* Ecio Rodrigues
Desde
o início das medições pelo Inpe, em 1998 (com exceção de 2005, quando queimada
para renovar pasto se confundiu com incêndio florestal), jamais se viu um mês
de agosto no Acre com tanta fumaça.
Para
os incrédulos, os dados estão disponíveis em http://queimadas.dgi.inpe.br/queimadas/portal-static/estatisticas_estados/
Ainda
que alguns desavisados associem a ampliação do investimento realizado em
queimadas a uma suposta melhoria na dinâmica econômica e, pasme-se!, a um dito
“progresso”, essa conexão não existe, tal suposição não passa de insensatez. A
verdade é que se trata de um recorde assustador, e só há que se lamentar por
ele.
Indefensável
do ponto de vista social e ambiental, a prática agrícola das queimadas é de uma
estupidez econômica inadmissível – sobretudo numa região de importância
planetária como no caso da Amazônia.
Em
tempo de valorização da ciência – quando os pesquisadores acertaram, senão
todas, a grande maioria das previsões relacionadas à pandemia mundial de
covid-19 –, não custa insistir: existem inúmeras evidências científicas que
comprovam os prejuízos acarretados pelas queimadas na Amazônia.
Não
é preciso falar sobre o grande contingente de pessoas – estatisticamente
demonstrado – que lota os hospitais durante os meses cinzas no Acre (julho,
agosto e setembro), com doenças respiratórias causadas pela fumaça que vem das queimadas.
Sem
contar o ônus imposto à população urbana, forçada a conviver durante meses com
um sistema público de saúde sobrecarregado, sob o aspecto social há que se atentar
ainda para os malefícios suportados por expressivo número de trabalhadores do
campo, que durante o período das queimadas ficam expostos a condições de ar altamente
insalubres.
Pelo
lado ambiental, as pesquisas demonstram que as queimadas originam um rol de
externalidades que por sua vez põem em risco a sustentabilidade da região.
Entre
outras graves sequelas, pode-se citar perda de solos agrícolas; morte de micro-organismos
presentes no subsolo, cruciais para manter características como fertilidade; comprometimento
da vazão dos rios e igarapés.
Depois
de estabelecidos os consideráveis impactos sociais e ambientais das queimadas, não
foi difícil chegar aos custos econômicos.

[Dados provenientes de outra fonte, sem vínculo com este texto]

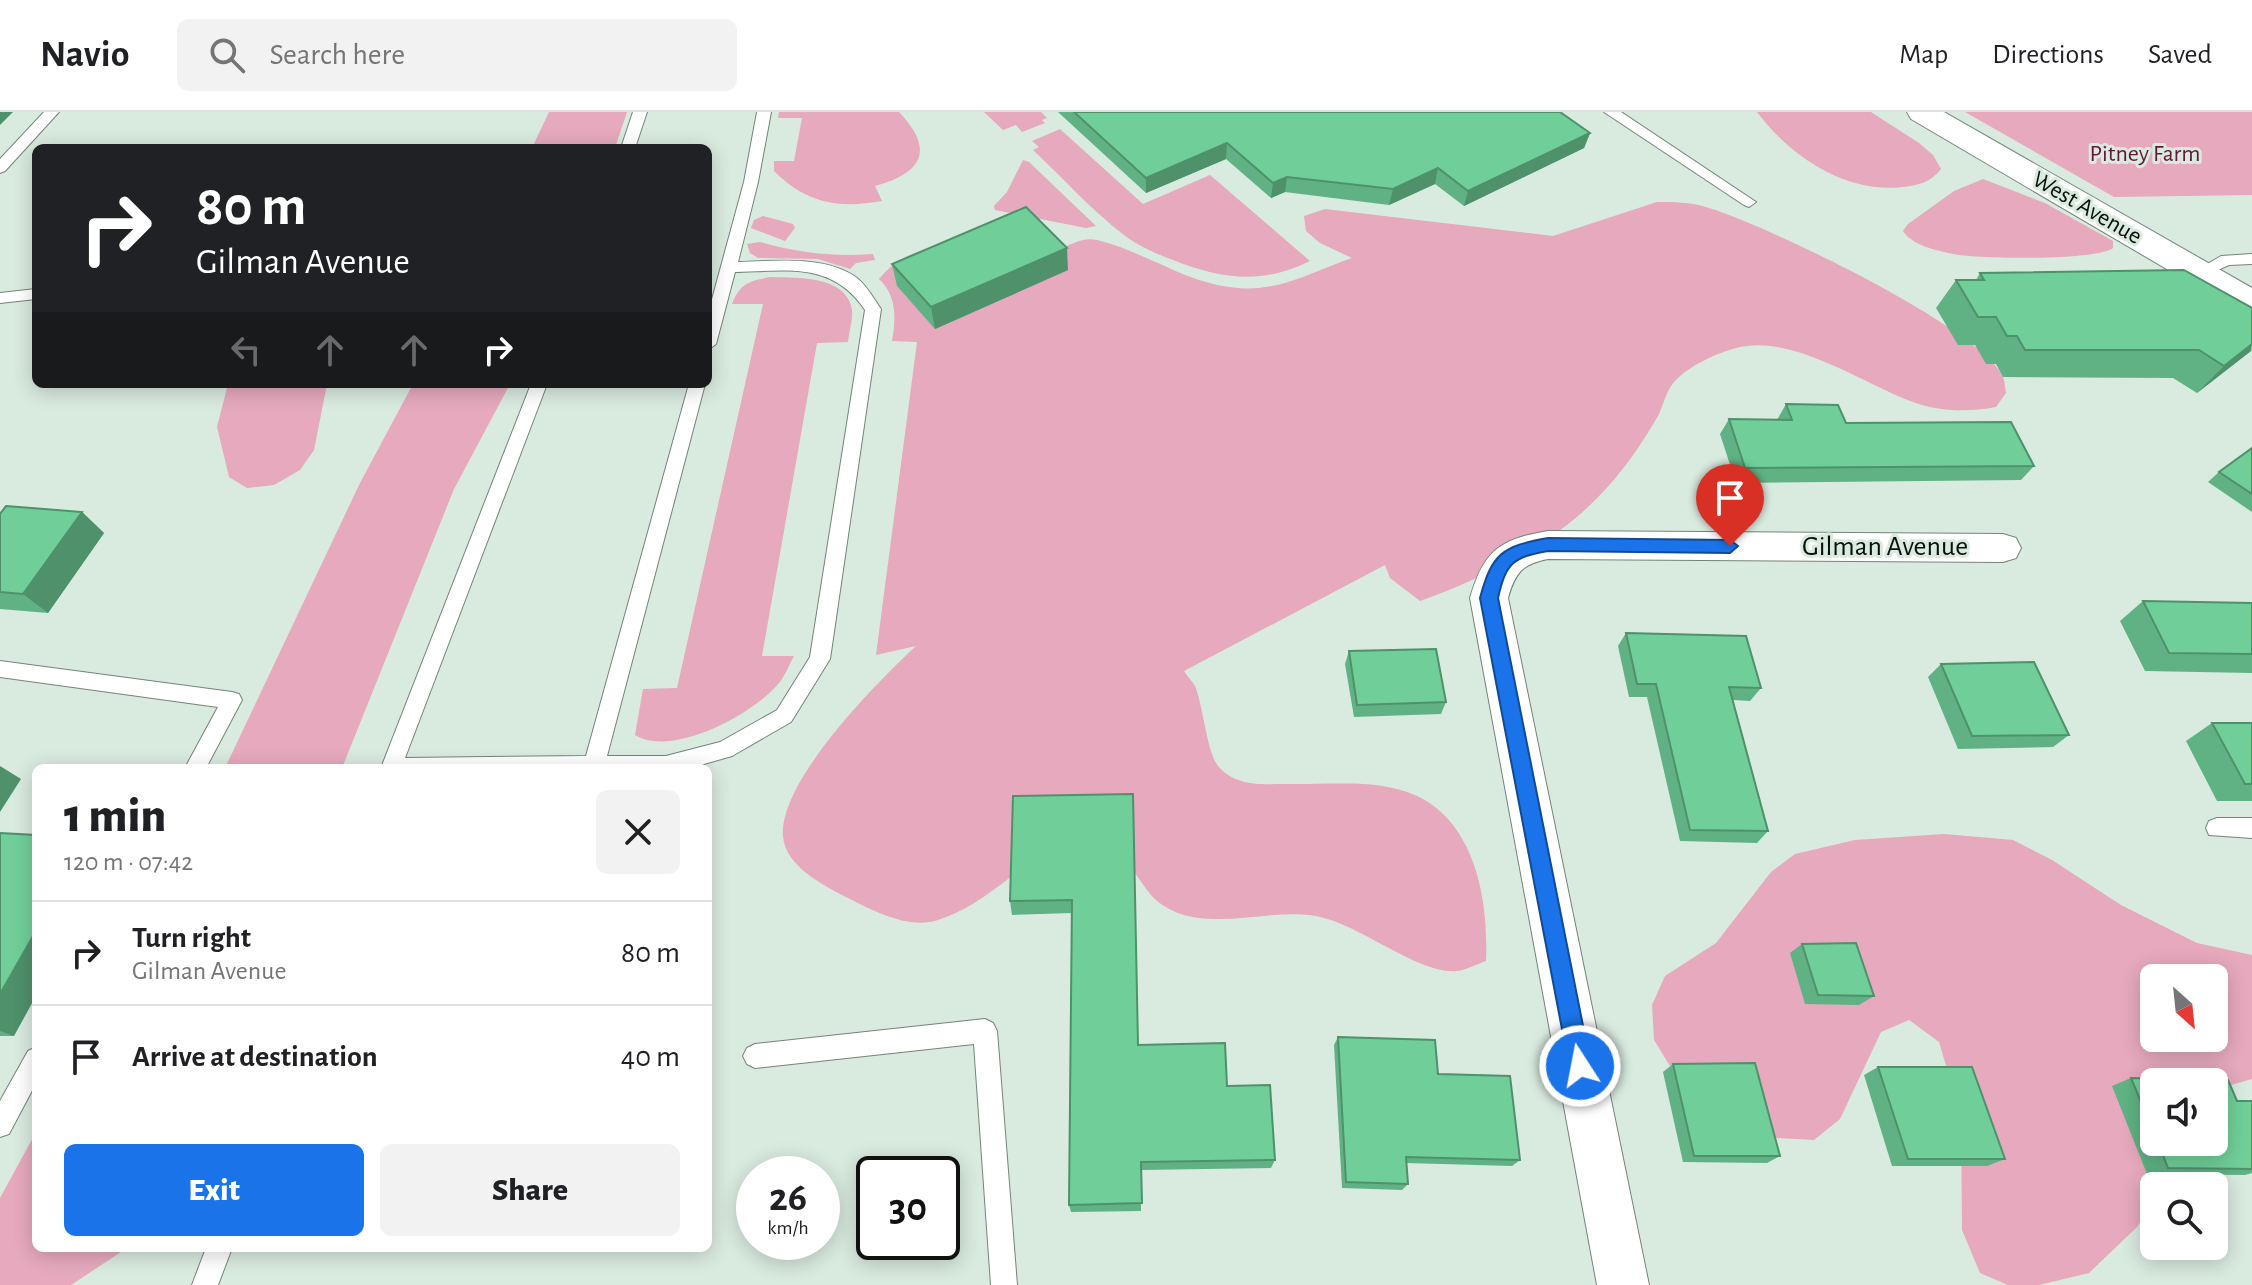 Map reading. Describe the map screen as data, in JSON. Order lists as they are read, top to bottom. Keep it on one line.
{"streets":{"street":["West Avenue","Gilman Avenue"]},"parks":["Pitney Farm"],"north":"bottom right","page":{"header":"Navio","search":"Search here","nav":["Map","Directions","Saved"],"turn":["80 m","Gilman Avenue"],"heading":["1 min","120 m · 07:42"],"list":[{"name":"Turn right","note":"Gilman Avenue","value":"80 m"},{"name":"Arrive at destination","value":"40 m"}],"buttons":["Exit","Share"],"speed":"26 km/h","limit":"30"}} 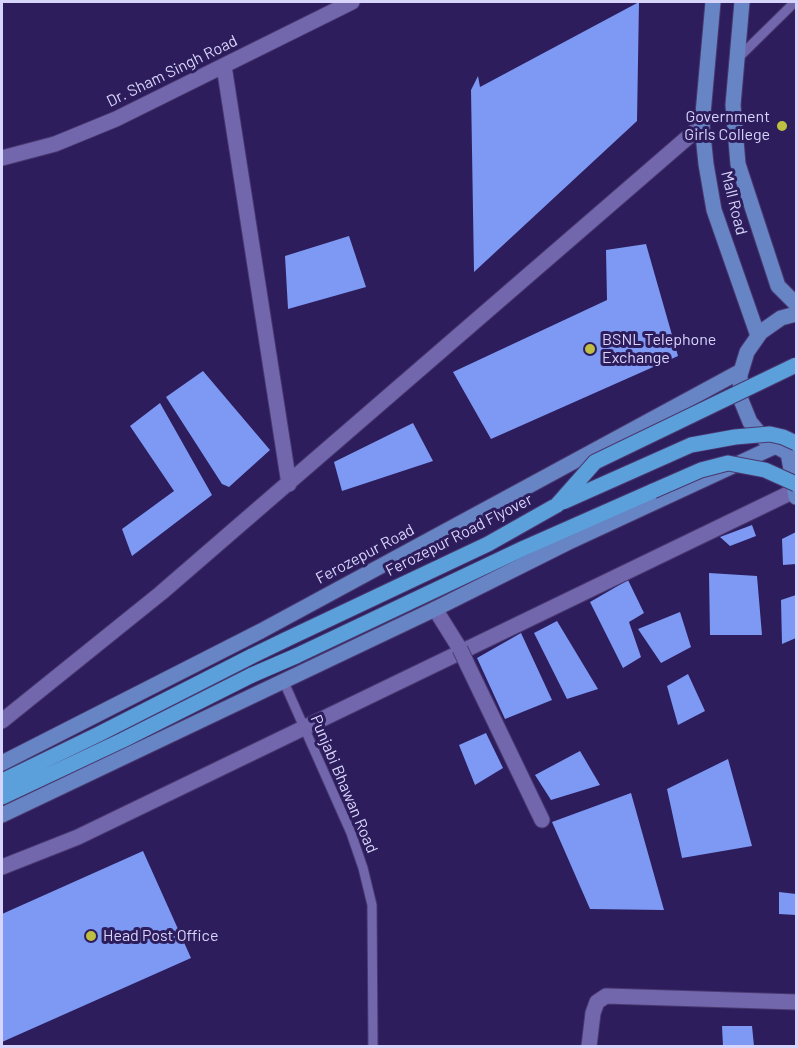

Muitas formulações foram concebidas
para provar, matematicamente, que os poucos benefícios auferidos pelo produtor
que queima não cobrem os prejuízos assumidos pela sociedade que recebe a
fumaça.
A
quantificação dos custos decorrentes de hospitais lotados, aeroportos fechados (ainda
que em períodos intercalados), dos gastos com equipamentos e profissionais de
saúde e, não menos importante, com todo o aparato necessário ao licenciamento
das queimadas, monitoramento, intimidação e punição dos produtores, demonstra a
insensatez econômica desse padrão primitivo de criação de boi que depende do
investimento no fogo.
Por
fim, cabe fazer um esclarecimento importante: o atual recorde de queimadas para
o mês de agosto, no Acre, tem origem na série histórica dos últimos 22 anos.
Durante
muito tempo, gestores públicos da área de meio ambiente, demonstrando capacidade
técnica questionável e aferrando-se a uma atitude defensiva vergonhosa, para
dizer o mínimo, insistiram na alegação de que a fumaça que todos os anos cobre
o Acre não procedia do território estadual, mas viria de queimadas realizadas
em Rondônia e Bolívia.
Esse
argumento frágil e desnecessário, baseado em alegações de baixo nível
intelectual – como a de que o Acre é o “lugar onde o vento faz a curva” –, por
mais incrível que pareça, perdurou mais da metade do lapso de 22 anos agora rematado
com o lamentável recorde.
Não
há saída, somente com técnicos capacitados, somente com a adoção de medidas ancoradas
na ciência, será possível evitar novos recordes nefastos.
*Professor
Associado da Universidade Federal do Acre, engenheiro florestal, especialista
em Manejo Florestal e mestre em Política Florestal pela Universidade Federal do
Paraná, e doutor em Desenvolvimento Sustentável pela Universidade de Brasília.